基于内容的网页恶意代码检测的研究与实现

发布时间：2018-11-26 13:18

【摘要】：近年来,以蠕虫、木马、僵尸网络等为代表的恶意代码始终威胁Internet安全,而随着WEB2.0和云计算的日益普及,越来越多的应用提供基于WEB的服务,已经出现了浏览器级操作系统的趋势,利用浏览器及浏览器插件的漏洞取代了利用操作系统和应用程序漏洞,恶意网页逐渐成为恶意代码传播或攻击的主要渠道,成为地下经济的重要环节。恶意网页是包含恶意内容以使得病毒、木马等可借其进行传播或攻击的网页,包含的恶意内容也被称为网页木马,本质上并非木马,而是以网页为介质进行传播或攻击的恶意代码,一般以JavaScript, VBScript等脚本语言编写,包含在网页之中,通过各种方式进行代码混淆以逃避检测,在网页中插入恶意内容的行为也被称为“网页挂马”。网页恶意代码通过利用用户的浏览器或插件中的漏洞,在用户毫不知情的情况下下载和运行恶意软件,如广告软件、木马和病毒等。正常网页也可能被植入恶意代码,所以即使用户访问一些看似正常的网站,也有可能受到这类恶意代码的攻击。由于网页恶意代码大量使用了代码混淆技术,传统的反病毒软件的漏报率很高,这也导致越来越多的攻击者使用网页恶意代码来传播恶意软件。已有的恶意网页检测方法通常可以分为静态检测(基于网页内容或网址)和动态检测(基于浏览网页引发的行为),以及两者混合的方法。传统静态检测方法简单快速,但只能检测已知的特征,难以处理页面代码混淆,因此会出现大量的漏报和误报,因此,现有系统多使用动态检测的方法,通过在虚拟机中开启一个浏览器来打开网页,监控系统运行状态来找寻恶意行为。动态监测方法准确性较高,但资源消耗比较大,无法用来检测互联网上存在的大规模的网页。通过分析页面内容,提取特征,提出了一种轻量级的网页恶意代码检测方法,进行机器学习来自动得到分类模型。
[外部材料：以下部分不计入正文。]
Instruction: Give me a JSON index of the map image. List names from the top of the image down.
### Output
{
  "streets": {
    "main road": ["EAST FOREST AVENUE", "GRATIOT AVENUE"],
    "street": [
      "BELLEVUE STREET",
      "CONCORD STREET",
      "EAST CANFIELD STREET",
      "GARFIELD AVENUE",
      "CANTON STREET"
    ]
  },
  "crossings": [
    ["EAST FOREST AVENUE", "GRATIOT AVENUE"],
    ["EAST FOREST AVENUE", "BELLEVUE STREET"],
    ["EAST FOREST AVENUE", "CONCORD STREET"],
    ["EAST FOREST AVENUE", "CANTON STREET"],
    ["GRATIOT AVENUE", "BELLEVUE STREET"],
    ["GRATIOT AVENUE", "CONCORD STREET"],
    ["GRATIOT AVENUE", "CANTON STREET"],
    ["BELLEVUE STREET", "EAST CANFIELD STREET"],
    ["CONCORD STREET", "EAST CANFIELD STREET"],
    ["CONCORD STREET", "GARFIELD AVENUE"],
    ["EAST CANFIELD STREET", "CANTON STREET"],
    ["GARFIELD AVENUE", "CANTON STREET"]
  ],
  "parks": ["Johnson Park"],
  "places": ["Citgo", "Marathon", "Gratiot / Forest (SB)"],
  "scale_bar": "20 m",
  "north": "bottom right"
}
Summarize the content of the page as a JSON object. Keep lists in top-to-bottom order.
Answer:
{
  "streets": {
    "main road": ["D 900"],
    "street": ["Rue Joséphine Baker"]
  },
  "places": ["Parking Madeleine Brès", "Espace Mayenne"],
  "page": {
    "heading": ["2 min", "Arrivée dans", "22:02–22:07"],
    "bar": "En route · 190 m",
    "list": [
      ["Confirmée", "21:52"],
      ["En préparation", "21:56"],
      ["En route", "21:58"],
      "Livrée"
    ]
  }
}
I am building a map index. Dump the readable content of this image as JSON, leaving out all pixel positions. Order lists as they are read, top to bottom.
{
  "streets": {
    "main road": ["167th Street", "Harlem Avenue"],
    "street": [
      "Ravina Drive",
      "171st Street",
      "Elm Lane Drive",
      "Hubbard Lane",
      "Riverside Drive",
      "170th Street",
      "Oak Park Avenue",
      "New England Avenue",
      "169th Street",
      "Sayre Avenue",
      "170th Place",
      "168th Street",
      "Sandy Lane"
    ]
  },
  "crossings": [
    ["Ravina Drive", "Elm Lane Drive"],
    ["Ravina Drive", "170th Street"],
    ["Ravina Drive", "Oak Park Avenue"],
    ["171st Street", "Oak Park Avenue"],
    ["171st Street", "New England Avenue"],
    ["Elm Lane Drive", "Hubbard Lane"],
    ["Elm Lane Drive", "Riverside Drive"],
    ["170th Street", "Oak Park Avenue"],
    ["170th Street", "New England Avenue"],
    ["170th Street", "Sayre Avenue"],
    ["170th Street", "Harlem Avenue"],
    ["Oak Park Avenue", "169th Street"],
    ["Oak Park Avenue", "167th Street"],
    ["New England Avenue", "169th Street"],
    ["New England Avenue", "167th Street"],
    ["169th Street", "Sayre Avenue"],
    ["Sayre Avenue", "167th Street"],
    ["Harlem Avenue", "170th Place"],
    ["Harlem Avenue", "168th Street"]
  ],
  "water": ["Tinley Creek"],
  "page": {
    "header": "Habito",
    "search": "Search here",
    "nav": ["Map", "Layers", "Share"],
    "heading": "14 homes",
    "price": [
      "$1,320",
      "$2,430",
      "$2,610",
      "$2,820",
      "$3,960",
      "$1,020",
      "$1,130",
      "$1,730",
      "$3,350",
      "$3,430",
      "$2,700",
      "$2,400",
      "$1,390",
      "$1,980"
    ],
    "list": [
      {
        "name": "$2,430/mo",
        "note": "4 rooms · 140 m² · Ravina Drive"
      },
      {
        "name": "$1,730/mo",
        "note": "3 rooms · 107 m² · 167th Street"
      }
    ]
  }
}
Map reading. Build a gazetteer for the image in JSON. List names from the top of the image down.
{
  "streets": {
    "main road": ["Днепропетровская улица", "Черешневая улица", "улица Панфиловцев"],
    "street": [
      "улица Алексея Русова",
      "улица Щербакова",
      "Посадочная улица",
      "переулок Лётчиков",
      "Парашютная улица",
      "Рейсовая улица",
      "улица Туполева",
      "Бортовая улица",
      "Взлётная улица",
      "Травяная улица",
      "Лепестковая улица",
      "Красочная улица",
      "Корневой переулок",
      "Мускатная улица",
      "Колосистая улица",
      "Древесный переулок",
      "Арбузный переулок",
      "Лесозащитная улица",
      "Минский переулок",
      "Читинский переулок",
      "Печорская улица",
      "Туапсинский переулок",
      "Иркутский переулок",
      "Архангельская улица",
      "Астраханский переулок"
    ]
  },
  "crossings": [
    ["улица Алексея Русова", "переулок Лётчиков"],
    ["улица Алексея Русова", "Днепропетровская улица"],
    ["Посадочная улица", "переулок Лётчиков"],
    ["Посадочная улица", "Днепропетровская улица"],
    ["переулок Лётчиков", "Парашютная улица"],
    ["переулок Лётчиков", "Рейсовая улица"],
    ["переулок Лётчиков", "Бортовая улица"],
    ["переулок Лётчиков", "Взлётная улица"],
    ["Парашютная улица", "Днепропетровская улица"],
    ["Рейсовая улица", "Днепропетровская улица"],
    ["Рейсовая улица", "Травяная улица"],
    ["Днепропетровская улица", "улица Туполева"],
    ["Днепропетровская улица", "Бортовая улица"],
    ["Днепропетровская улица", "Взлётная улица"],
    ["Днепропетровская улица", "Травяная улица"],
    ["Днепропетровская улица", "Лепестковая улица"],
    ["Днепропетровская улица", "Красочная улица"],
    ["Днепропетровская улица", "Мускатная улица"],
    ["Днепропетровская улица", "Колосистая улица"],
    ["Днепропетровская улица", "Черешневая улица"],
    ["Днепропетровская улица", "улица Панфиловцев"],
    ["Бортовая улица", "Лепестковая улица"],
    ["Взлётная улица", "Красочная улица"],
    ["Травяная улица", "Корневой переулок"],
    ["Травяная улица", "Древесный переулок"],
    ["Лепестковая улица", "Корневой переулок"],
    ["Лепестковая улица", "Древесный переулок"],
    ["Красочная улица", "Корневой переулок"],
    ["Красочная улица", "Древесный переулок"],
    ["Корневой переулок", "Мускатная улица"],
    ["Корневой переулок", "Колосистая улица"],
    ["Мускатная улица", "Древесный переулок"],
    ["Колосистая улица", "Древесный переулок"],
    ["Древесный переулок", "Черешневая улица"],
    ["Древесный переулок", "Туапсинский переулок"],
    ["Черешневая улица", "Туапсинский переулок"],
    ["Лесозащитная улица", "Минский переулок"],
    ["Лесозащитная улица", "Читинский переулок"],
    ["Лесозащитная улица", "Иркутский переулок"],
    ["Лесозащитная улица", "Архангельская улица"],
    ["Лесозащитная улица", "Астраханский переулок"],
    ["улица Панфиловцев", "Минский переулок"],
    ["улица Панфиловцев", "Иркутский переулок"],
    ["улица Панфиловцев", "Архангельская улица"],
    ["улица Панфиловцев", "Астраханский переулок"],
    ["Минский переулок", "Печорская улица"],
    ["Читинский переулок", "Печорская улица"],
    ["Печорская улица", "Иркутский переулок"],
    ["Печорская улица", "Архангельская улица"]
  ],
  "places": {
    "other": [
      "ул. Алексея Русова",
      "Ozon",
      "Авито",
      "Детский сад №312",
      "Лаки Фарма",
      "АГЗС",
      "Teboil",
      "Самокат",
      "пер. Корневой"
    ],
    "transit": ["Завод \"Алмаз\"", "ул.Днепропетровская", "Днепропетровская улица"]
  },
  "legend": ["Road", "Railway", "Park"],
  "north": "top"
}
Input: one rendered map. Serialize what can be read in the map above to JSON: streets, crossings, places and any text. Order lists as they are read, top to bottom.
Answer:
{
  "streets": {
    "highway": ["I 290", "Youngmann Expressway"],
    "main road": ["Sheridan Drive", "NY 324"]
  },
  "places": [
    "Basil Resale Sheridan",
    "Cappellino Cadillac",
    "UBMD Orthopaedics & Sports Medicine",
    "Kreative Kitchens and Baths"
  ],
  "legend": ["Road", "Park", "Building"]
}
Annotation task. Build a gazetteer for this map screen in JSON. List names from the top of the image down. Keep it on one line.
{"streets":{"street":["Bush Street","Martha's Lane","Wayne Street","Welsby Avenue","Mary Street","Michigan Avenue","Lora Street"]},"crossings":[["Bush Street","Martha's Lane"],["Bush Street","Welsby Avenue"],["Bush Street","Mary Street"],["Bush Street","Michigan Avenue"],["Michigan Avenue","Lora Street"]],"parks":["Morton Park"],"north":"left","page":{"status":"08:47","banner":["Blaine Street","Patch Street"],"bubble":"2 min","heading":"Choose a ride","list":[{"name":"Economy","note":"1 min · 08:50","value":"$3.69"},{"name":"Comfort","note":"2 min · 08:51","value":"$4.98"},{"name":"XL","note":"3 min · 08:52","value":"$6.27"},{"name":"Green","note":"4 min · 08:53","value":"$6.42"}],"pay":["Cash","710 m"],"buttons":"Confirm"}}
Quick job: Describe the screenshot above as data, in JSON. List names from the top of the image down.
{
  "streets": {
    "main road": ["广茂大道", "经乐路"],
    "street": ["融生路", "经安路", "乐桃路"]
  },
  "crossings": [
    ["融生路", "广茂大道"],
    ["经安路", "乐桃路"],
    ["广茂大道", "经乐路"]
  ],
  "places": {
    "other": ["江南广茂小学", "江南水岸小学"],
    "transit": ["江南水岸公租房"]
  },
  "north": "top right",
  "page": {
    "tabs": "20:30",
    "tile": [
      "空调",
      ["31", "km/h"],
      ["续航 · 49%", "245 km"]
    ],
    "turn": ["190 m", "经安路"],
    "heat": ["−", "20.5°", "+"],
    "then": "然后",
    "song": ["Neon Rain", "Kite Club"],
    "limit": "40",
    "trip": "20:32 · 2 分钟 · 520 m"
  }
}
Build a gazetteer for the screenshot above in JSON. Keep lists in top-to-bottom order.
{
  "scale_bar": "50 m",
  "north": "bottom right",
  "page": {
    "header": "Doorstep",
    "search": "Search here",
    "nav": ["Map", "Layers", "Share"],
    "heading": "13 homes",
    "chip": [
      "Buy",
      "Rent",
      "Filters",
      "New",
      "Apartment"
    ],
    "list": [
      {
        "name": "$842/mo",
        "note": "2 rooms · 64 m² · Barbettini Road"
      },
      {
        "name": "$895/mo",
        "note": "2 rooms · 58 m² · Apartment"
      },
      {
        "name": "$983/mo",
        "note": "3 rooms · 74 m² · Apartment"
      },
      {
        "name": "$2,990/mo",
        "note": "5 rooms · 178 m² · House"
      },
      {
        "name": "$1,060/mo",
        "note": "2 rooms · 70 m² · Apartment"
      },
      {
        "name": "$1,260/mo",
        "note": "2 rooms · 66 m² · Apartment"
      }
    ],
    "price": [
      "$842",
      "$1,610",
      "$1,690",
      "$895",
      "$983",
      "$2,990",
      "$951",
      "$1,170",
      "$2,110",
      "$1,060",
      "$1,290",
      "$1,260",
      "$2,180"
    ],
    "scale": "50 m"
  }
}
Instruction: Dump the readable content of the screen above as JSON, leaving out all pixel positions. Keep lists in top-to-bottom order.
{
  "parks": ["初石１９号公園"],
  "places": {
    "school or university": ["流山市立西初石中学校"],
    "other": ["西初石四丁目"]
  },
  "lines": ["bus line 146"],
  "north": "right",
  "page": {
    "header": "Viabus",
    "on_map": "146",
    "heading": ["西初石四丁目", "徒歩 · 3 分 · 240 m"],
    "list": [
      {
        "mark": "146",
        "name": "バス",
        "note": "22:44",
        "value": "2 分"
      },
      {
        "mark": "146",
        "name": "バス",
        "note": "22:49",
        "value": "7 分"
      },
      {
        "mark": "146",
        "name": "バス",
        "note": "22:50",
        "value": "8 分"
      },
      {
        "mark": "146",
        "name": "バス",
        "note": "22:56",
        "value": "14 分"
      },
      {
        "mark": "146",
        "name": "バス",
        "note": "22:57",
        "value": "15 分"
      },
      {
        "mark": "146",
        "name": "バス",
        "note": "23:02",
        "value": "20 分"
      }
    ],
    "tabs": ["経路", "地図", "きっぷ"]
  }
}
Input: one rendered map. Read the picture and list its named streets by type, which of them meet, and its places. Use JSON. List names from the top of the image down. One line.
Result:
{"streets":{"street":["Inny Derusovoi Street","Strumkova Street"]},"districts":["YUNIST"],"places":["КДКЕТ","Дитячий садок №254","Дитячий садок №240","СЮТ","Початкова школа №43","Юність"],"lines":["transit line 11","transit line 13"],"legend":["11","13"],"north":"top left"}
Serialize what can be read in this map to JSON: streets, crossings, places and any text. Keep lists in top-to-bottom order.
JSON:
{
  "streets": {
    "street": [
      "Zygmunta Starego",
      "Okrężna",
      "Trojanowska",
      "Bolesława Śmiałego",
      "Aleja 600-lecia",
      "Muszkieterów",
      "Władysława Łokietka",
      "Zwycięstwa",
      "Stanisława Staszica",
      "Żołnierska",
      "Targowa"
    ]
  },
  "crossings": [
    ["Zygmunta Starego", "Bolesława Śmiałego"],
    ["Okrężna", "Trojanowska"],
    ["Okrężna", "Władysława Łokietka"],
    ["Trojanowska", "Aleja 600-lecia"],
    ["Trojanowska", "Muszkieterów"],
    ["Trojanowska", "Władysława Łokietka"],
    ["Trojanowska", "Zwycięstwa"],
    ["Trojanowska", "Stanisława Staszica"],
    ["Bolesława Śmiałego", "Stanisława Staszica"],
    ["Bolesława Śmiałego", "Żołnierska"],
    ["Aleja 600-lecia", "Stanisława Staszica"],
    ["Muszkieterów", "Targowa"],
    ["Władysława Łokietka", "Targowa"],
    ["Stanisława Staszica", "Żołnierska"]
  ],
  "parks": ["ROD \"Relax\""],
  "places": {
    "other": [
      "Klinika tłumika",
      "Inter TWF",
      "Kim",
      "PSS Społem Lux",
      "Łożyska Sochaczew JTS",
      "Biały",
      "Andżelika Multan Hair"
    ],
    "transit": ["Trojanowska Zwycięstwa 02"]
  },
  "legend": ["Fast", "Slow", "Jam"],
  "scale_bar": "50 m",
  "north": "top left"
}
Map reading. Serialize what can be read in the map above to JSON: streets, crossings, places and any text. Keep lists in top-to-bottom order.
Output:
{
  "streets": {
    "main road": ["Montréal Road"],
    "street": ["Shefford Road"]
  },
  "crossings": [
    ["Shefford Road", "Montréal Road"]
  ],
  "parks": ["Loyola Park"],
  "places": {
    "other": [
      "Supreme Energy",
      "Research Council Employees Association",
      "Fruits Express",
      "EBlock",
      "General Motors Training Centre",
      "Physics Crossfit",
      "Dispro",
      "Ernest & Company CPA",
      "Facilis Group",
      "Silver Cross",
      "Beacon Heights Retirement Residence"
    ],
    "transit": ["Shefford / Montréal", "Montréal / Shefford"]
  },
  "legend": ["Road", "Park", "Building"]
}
同时,为了弥补静态检测方法的不足,通过JavaScript虚拟机对可能代码混淆的部分进行解析,提高系统准确率。该方法主要对页面源码进行检测,不需要实际访问网页和检测系统行为,因此这个系统在保证检测准确的情况下资源消耗更少,速度更快,可以应用于如搜索引擎等大规模的网页恶意代码检测中。通过系统地分析网页恶意代码的特性,提取了恶意网页检测所用的特征,并完成了网页恶意代码检测原型系统的设计和实现,实验证明该系统能够较为准确有效的完成恶意网页检测。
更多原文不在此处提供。